Jeudi 14 Mars 2013 à 11h58
Julie Mounier, avocate : “Les nouveaux “radars James Bond” inefficaces”
Me Julie Mounier, avocate spécialisée dans le droit de la circulation routière, était l’invitée jeudi de Jazz Radio pour l'émission Ça Jazz à Lyon.
L’Etat lance vendredi dans le département du Rhône sa nouvelle arme anti-chauffard : des radars invisibles embarqués dans des voitures banalisées qui flashent en roulant. En tant qu’avocate spécialisée, avez-vous déjà trouvé la parade juridique ?
"Il y a beaucoup de questions qui sont au cœur de ce "radar James Bond". On attend un peu de savoir quelle sera la mise en place. Il y a déjà des questions qui se posent, peut-être pas des failles. Notamment sur le positionnement du véhicule porteur par rapport au véhicule cible. Il faudra s’assurer que la distance est bien respectée. Tous les radars sont des appareils de mesure, ils répondent à des prescriptions d’utilisation très strictes par le constructeur. Dans le cas du radar mobile-mobile, il faut les respecter. Avec la distance, l’angle de visée, l’obligation pour l’agent de porter son uniforme à l’intérieur du véhicule…"
L’Etat-a-t-il fait un effet d’annonce ? Pour dire aux Français "nous sommes partout" ?
"Oui, on déshumanise totalement le contrôle et on se retrouve avec des mesures qui vont être faites par des radars avec une capacité de verbalisation exponentielle. Je considère que ce n’est pas un moyen de s’assurer d’une pédagogie de la sanction. Cela va être très surveillé par les automobilistes qui ne croient plus en ce système et qui ont l’impression de payer un impôt déguisé. C’est la limite du système."
Comment pourront faire les automobilistes pour contester ce genre de PV là ?
"Ils vont recevoir un PV électronique qui leur sera adressé. Ils devront payer le montant de l’amende.
Si vous contestez, vous allez recevoir vraisemblablement une proposition de transformation de la consignation. Mais sachant que le paiement de l’amende donne lieu au retrait des points. C’est une contradiction avec la volonté affichée de sanctionner les automobilistes pour le non-respect des limitations de vitesse. Parce que si on voulait vraiment les sanctionner, il suffirait de les interpeller. Et là il n’y a plus de problème d’identification du conducteur."

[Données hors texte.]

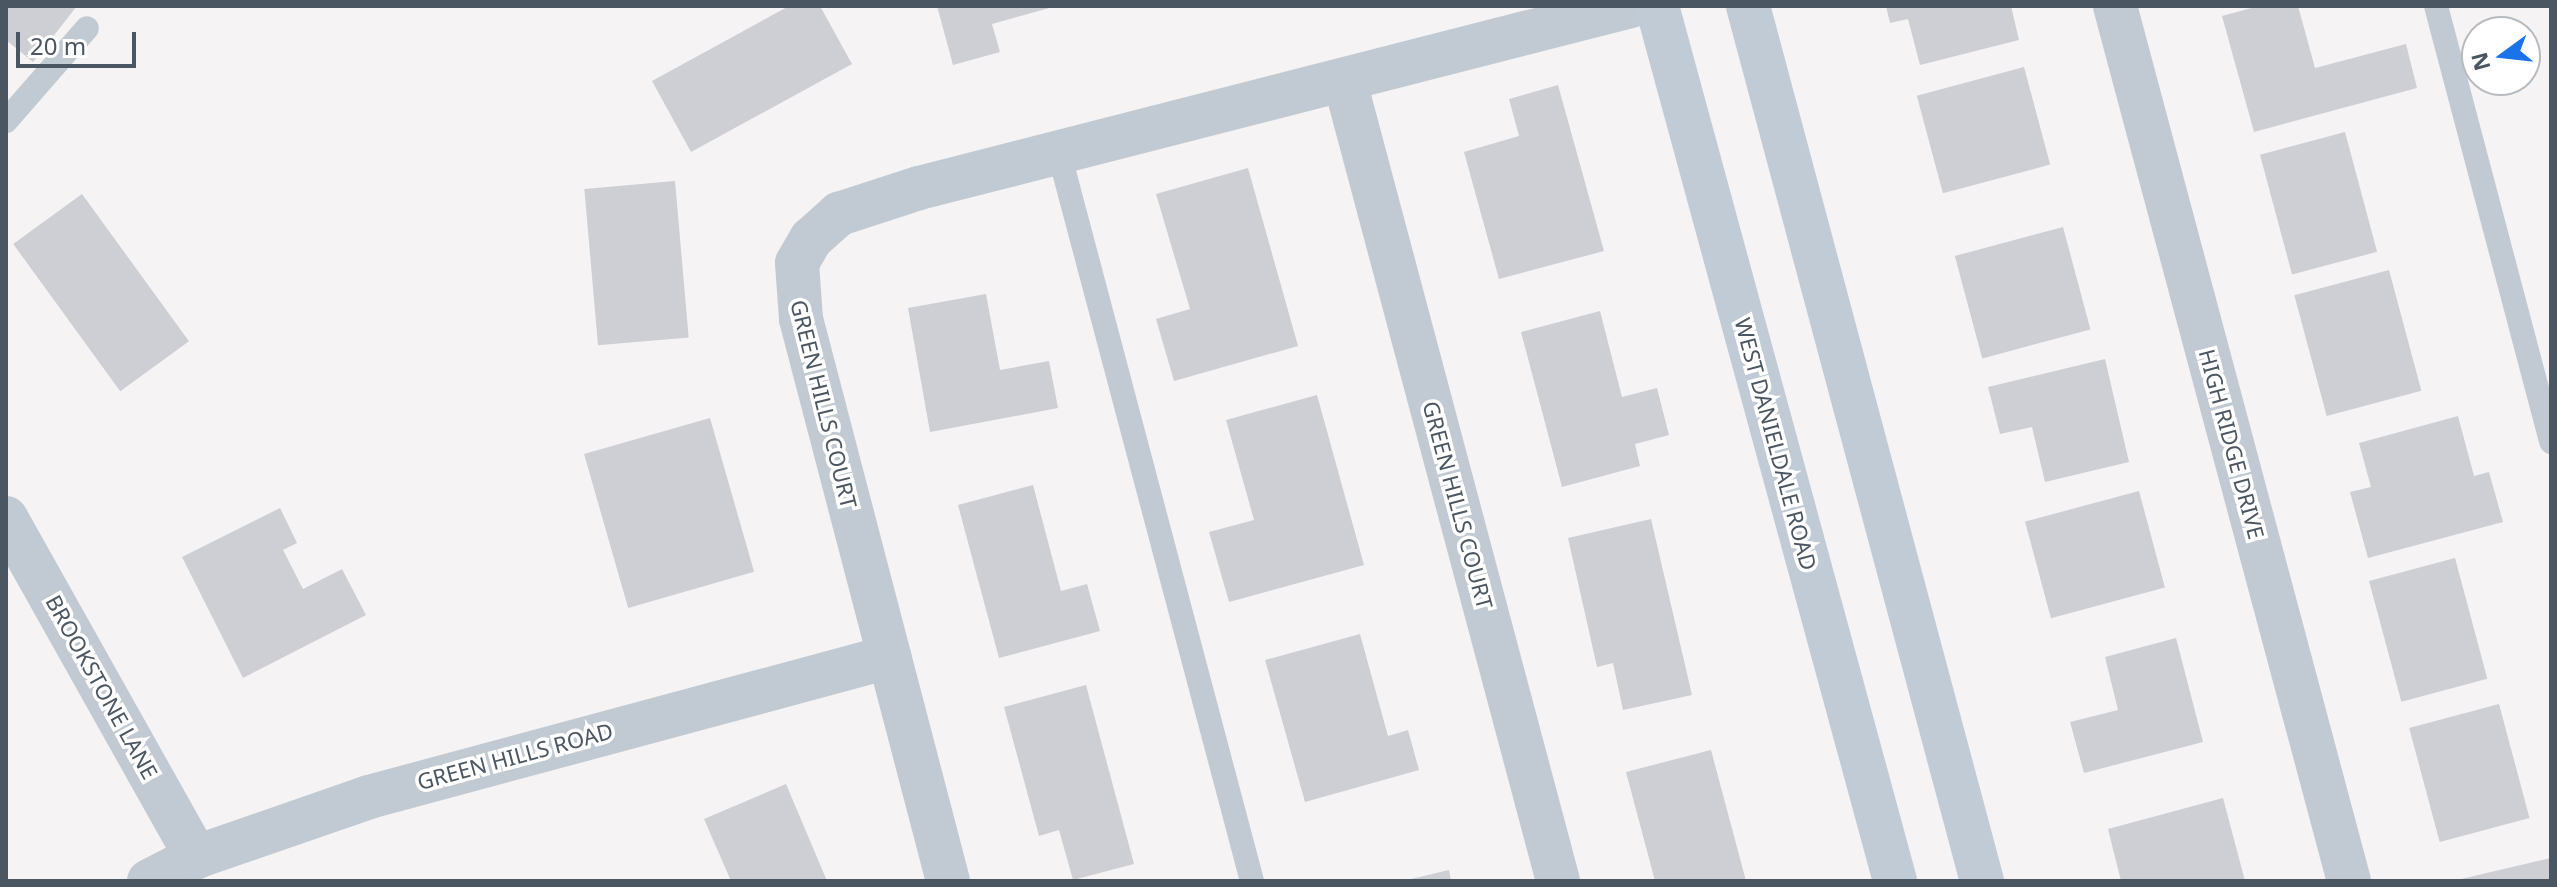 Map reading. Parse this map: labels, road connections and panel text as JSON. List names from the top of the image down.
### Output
{
  "streets": {
    "main road": ["WEST DANIELDALE ROAD"],
    "street": [
      "GREEN HILLS COURT",
      "HIGH RIDGE DRIVE",
      "BROOKSTONE LANE",
      "GREEN HILLS ROAD"
    ]
  },
  "crossings": [
    ["GREEN HILLS COURT", "GREEN HILLS ROAD"],
    ["BROOKSTONE LANE", "GREEN HILLS ROAD"]
  ],
  "scale_bar": "20 m",
  "north": "left"
}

Sur le nombre de personnes qui viennent vous voir, la part de personnes qui n’ont pas enfreint la loi doit être infime ?
"Non ce n’est pas mon sentiment, il n’y a pas de mauvaise foi. Ils veulent s’assurer qu’ils sont bien l’auteur de l’excès de vitesse, que le policier qui les a arrêté ne s’est pas trompé de voiture. Quand on est automobiliste, il y a un doute."
Les chiffres vont toutefois dans le bon sens, la mortalité sur les routes rhodaniennes a baissé.
"Mais les excès de vitesse sont une cause de mortalité comme d’autres. Il y a plus à faire, à mon sens, sur les problèmes d’alcoolémie. C’est le principal fléau en matière de sécurité routière."
Avocat spécialisé dans le droit autoroutier, c’est une profession qui ne connaît pas la crise ?
"C’est beaucoup de travail parce qu’il faut être très rigoureux. Mais les clichés c’est "je roule avec ma grosse berline, je profite du malheur des automobilistes pour travailler". Ce n’est pas comme ça que j’envisage l’exercice de ma profession. Et surtout, on est les premiers défenseurs des libertés publiques. C’est une lutte de tous les instants pour obtenir les éléments qui vont permettre de s’assurer du respect du droit de la défense."